§ **What is required**
Find how many lines of the records below contain the word "position" and write that number by itself.

§ **Data section**
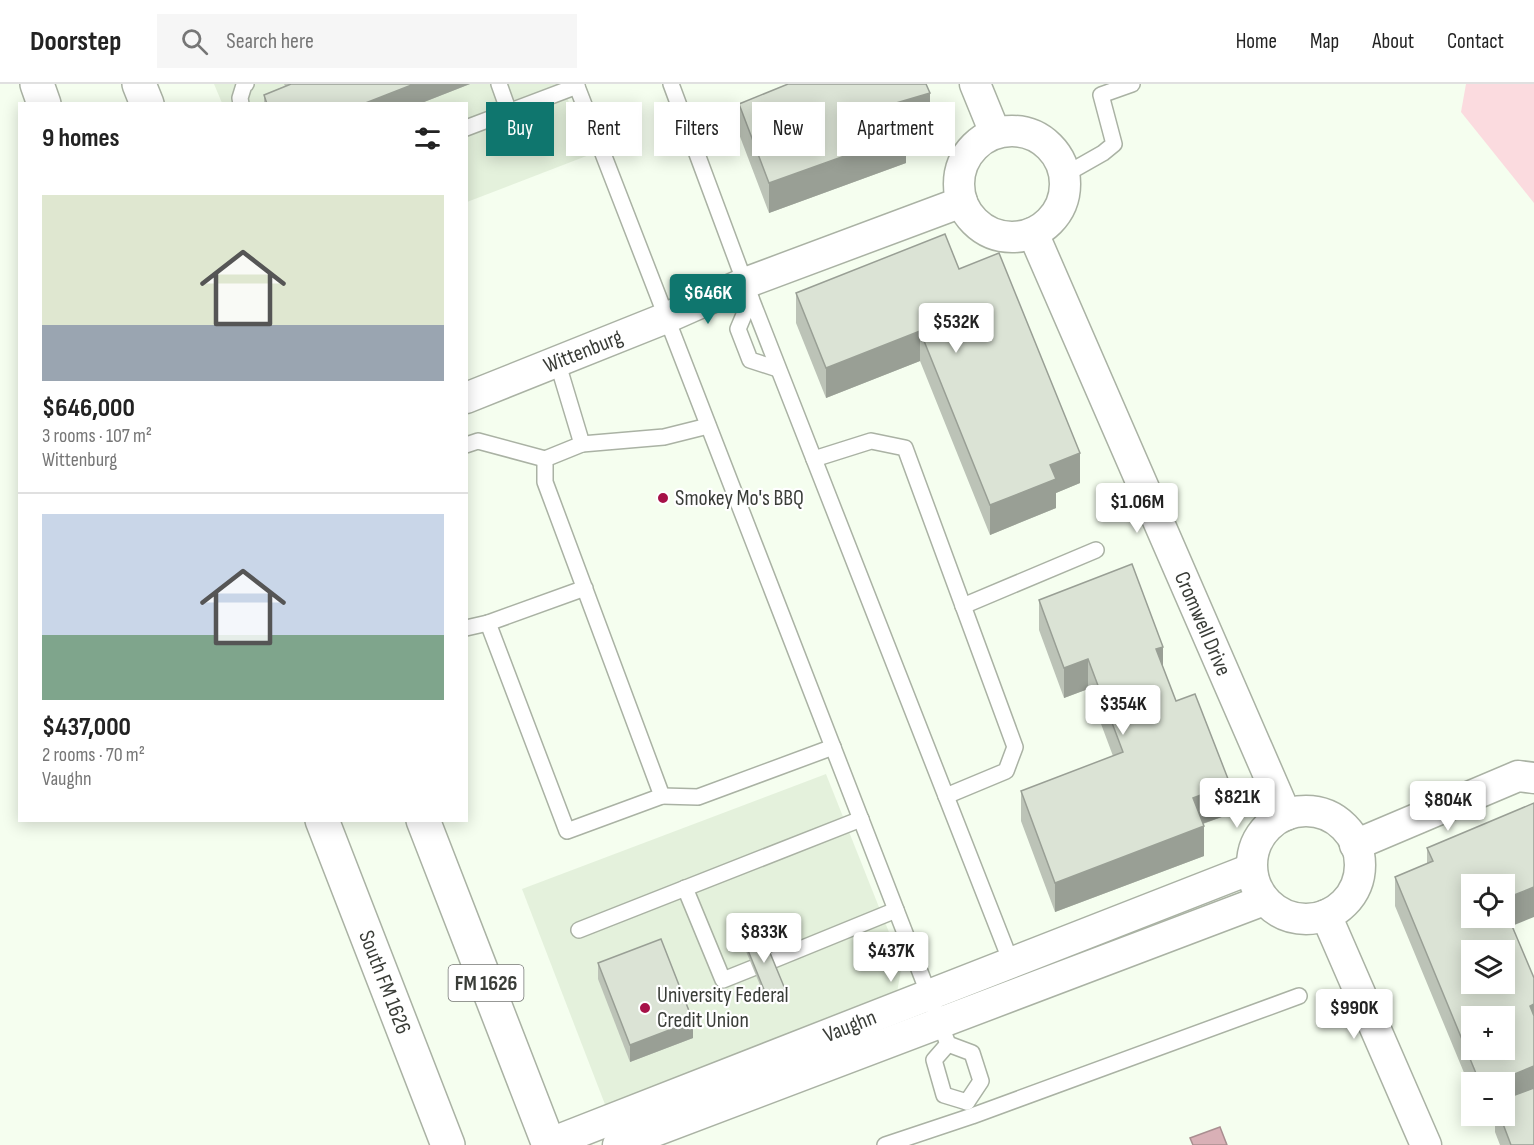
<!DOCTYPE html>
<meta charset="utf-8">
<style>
:root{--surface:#fff;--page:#f6f6f6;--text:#222;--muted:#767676;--line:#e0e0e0;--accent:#0f766e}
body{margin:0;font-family:"Sofia Sans Condensed",sans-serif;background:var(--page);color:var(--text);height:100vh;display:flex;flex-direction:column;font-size:22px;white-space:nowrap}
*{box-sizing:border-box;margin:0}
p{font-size:20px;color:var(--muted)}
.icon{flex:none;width:33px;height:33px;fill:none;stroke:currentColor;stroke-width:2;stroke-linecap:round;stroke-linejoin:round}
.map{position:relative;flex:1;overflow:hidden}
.drawer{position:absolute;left:18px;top:18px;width:450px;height:720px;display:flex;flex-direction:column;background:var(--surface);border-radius:0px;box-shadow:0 3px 15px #0003}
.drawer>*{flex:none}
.banner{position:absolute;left:486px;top:18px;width:570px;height:54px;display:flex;gap:12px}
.fabs{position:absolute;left:1461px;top:790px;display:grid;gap:12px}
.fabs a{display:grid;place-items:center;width:54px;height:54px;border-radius:0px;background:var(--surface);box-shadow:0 3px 15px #0003;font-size:30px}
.price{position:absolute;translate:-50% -51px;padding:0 14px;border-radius:6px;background:#fff;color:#222;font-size:20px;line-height:39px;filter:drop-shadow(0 2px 3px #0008)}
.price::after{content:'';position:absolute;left:50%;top:36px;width:18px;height:14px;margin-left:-9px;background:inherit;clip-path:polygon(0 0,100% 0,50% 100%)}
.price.active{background:var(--accent);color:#fff}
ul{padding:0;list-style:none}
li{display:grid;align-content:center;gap:12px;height:318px;padding:0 24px}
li+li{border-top:2px solid var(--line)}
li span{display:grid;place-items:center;height:186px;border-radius:0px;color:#555}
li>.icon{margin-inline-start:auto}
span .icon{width:108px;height:108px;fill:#fffc;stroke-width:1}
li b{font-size:26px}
h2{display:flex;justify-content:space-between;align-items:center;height:72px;padding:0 24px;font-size:26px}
.tag{padding:0 21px;border-radius:0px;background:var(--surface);box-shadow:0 3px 15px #0003;font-size:21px;line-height:54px}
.tag.active{background:var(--accent);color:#fff}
header{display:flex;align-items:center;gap:36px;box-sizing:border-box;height:84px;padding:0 30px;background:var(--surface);border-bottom:2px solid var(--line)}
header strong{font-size:28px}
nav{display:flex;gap:33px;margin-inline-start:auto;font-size:21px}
.search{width:420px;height:54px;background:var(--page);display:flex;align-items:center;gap:15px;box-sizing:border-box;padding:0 21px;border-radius:0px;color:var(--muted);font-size:22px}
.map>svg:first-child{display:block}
.built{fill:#e4f1dc}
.green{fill:#fbdbdf}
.water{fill:#d9b0b6;stroke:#a98e90;stroke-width:1.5}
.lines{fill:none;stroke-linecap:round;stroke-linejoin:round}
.service-casing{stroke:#aab2a4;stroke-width:18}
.minor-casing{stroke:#aab2a4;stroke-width:33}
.primary-casing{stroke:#aab2a4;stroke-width:36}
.service{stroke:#fff;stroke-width:15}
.minor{stroke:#fff;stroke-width:30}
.primary{stroke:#fff;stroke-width:33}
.wall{fill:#bcc3b7}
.shaded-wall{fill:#999f95}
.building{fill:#dbe3d5;stroke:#999f95;stroke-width:1.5;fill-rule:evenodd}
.poi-dot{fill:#a61147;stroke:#fff;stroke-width:2}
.labels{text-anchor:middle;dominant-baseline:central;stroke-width:4.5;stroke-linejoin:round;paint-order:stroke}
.shield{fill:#fff;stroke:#757774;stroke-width:1.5}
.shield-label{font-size:21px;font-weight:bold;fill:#3a3d38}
.street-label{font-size:22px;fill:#3a3d38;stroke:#fff}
.poi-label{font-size:22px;fill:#3a3d38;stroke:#fff;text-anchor:start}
</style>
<header>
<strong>Doorstep</strong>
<div class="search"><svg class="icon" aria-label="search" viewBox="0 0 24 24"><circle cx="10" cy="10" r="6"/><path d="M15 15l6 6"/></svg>Search here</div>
<nav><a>Home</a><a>Map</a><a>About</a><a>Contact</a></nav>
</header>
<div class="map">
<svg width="1534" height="1061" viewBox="0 0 1534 1061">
<rect width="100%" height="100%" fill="#f5feef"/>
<g class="built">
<path d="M214,0H562L589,71L467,118L466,20L222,19Z"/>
<path d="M826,690L902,881L897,908L606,1023L522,805Z"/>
</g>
<path class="green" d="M1466,0H1534V119L1461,28Z"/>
<path class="water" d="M1220,1043L1227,1061H1193L1190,1054Z"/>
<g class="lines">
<defs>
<g id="service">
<path d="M499,0L509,28"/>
<path d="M576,0L948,960L972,969L981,997L967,1018"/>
<path d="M671,0L745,199L1011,878"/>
<path d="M241,20L240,14L244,1L246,0"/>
<path d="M466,44L577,2"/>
<path d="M1066,90L1103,69L1114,60L1101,11L1132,0"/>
<path d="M751,214L738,245L750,276L778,285"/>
<path d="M557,277L582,360L545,375V398L662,712L567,747L488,539L585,504"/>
<path d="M582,360L664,353L708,342"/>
<path d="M466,361L478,357L545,375"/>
<path d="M814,375L871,357L905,364L1015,663L1006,687L946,712"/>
<path d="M963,522L1096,466"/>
<path d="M466,544L488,539"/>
<path d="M662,712L698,713L833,663"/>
<path d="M685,804L723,896L753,884"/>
<path d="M579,846L861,735"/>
<path d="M771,877L896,826"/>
<path d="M948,960L934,976L944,1011L967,1018"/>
<path d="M885,1061L972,1032L1299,912"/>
</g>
<g id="minor">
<path d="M975,0L995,49"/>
<circle cx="1012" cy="100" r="53"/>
<path id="s1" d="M1033,149L1286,731"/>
<path id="s2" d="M466,314L666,234L745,199L962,118"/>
<circle cx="1306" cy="781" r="54"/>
<path d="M1355,761L1518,692L1534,694"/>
<path d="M1326,831L1426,1061"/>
<path id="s3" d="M548,1060L1251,785"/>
<path d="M618,1061L1264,816"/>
</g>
<g id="primary">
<path d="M37,0L44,20"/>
<path d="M139,0L147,20"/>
<path id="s4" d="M322,736L448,1061"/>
<path d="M423,736L549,1061"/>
</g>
</defs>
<use href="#service" class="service-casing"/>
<use href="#minor" class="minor-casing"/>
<use href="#primary" class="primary-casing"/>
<use href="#service" class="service"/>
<use href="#minor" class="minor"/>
<use href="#primary" class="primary"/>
</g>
<g class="wall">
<path d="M284,0H470L419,20H264V11L285,2Z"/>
<path d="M739,20L930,38L905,46L906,79L769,129L739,50Z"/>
<path d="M959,185L1080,399L1056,409V424L990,451L920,277L826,314L796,239V209Z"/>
<path d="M1039,516L1163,584L1176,617L1230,730L1203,740L1204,772L1055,828L1021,737V707L1113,672L1088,605L1064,614L1039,546Z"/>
<path d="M1427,764L1512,842L1534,1061H1500L1495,1048V1032H1504V999H1472V1008L1395,822V793L1427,780Z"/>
<path d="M743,854L785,911L767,918L743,860Z"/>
<path d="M598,879L693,954L630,978L598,895Z"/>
</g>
<g class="shaded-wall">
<path d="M414,0H470L419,20H363Z"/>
<path d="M930,9V38L896,49V19Z"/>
<path d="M906,50V79L769,129V99Z"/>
<path d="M920,247V277L826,314V284Z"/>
<path d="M1080,369V399L1056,409V424L990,451V421L1050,381Z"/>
<path d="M1163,563V592L1156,565Z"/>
<path d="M1088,575V605L1064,614V584Z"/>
<path d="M1230,700V730L1193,743V714Z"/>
<path d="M1204,742V772L1055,828V799Z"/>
<path d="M1534,803V833L1502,846L1504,834V815Z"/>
<path d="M785,905V911L767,918V913Z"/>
<path d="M1534,920V950L1530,922Z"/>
<path d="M693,937V954L630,978V961Z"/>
<path d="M1534,982V1012L1504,1024V999H1493Z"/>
</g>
<g class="building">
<path d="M291,0H414L363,20H267L264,11Z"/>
<path d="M788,0H926L930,9L896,19L906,50L769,99L739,20Z"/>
<path d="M945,150L959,185L999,169L1080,369L1050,381L1056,395L990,421L920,247L826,284L796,209Z"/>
<path d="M1132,480L1163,563L1156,565L1176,617L1195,610L1230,700L1193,714L1204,742L1055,799L1021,707L1123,668L1088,575L1064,584L1039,516Z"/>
<path d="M1534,719V803L1504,815V801H1472V834H1504V823L1534,894V920L1530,922L1534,932V982L1493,999H1480L1395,793L1433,777L1427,764ZM1472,867H1504V900H1472ZM1472,933H1504V966H1472Z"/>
<path d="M761,847L785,905L767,913L743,854Z"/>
<path d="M661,855L693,937L630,961L598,879Z"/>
<path d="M1534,1004V1061H1511L1500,1032H1504V1015Z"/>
</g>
<g class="poi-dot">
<circle cx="663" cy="414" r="6"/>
<circle cx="645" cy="924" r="6"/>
</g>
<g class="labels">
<rect class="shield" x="448.5" y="881" width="75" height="36" rx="4.5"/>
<g class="shield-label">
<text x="486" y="899">FM 1626</text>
</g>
<g class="street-label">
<text stroke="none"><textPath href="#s2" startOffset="126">Wittenburg</textPath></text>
<text stroke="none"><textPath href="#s1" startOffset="426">Cromwell Drive</textPath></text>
<text stroke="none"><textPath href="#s4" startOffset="174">South FM 1626</textPath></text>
<text stroke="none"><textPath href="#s3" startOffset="324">Vaughn</textPath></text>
</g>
<g class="poi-label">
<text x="675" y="414">Smokey Mo's BBQ</text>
<text x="657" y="911">University Federal<tspan x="657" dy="25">Credit Union</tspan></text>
</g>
</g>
</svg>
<div class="fabs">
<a><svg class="icon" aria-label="locate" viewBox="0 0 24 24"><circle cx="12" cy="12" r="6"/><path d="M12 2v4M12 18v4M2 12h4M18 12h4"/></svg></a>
<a><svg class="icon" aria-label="layers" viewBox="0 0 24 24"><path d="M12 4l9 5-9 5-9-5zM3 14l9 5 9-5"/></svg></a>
<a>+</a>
<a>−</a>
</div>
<b class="price active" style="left:708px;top:241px">$646K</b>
<b class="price" style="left:956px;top:270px">$532K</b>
<b class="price" style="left:1137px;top:450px">$1.06M</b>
<b class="price" style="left:1123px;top:652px">$354K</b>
<b class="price" style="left:1237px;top:745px">$821K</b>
<b class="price" style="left:1448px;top:748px">$804K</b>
<b class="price" style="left:764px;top:880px">$833K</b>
<b class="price" style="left:891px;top:899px">$437K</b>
<b class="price" style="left:1354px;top:956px">$990K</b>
<div class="banner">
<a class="tag active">Buy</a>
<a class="tag">Rent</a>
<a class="tag">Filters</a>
<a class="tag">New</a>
<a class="tag">Apartment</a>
</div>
<section class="drawer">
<h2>9 homes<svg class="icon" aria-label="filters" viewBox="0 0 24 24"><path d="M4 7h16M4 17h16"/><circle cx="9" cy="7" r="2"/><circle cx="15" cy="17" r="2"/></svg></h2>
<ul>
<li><span style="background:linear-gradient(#dfe7d0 70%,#9aa5b1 0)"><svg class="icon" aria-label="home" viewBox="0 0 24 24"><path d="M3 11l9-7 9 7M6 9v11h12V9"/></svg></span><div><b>$646,000</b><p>3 rooms · 107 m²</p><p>Wittenburg</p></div></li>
<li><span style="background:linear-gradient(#c9d6e8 65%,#7fa58c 0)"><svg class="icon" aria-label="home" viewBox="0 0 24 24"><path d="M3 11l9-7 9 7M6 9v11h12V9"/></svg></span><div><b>$437,000</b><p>2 rooms · 70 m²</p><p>Vaughn</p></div></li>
</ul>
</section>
</div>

§ **Solution**
6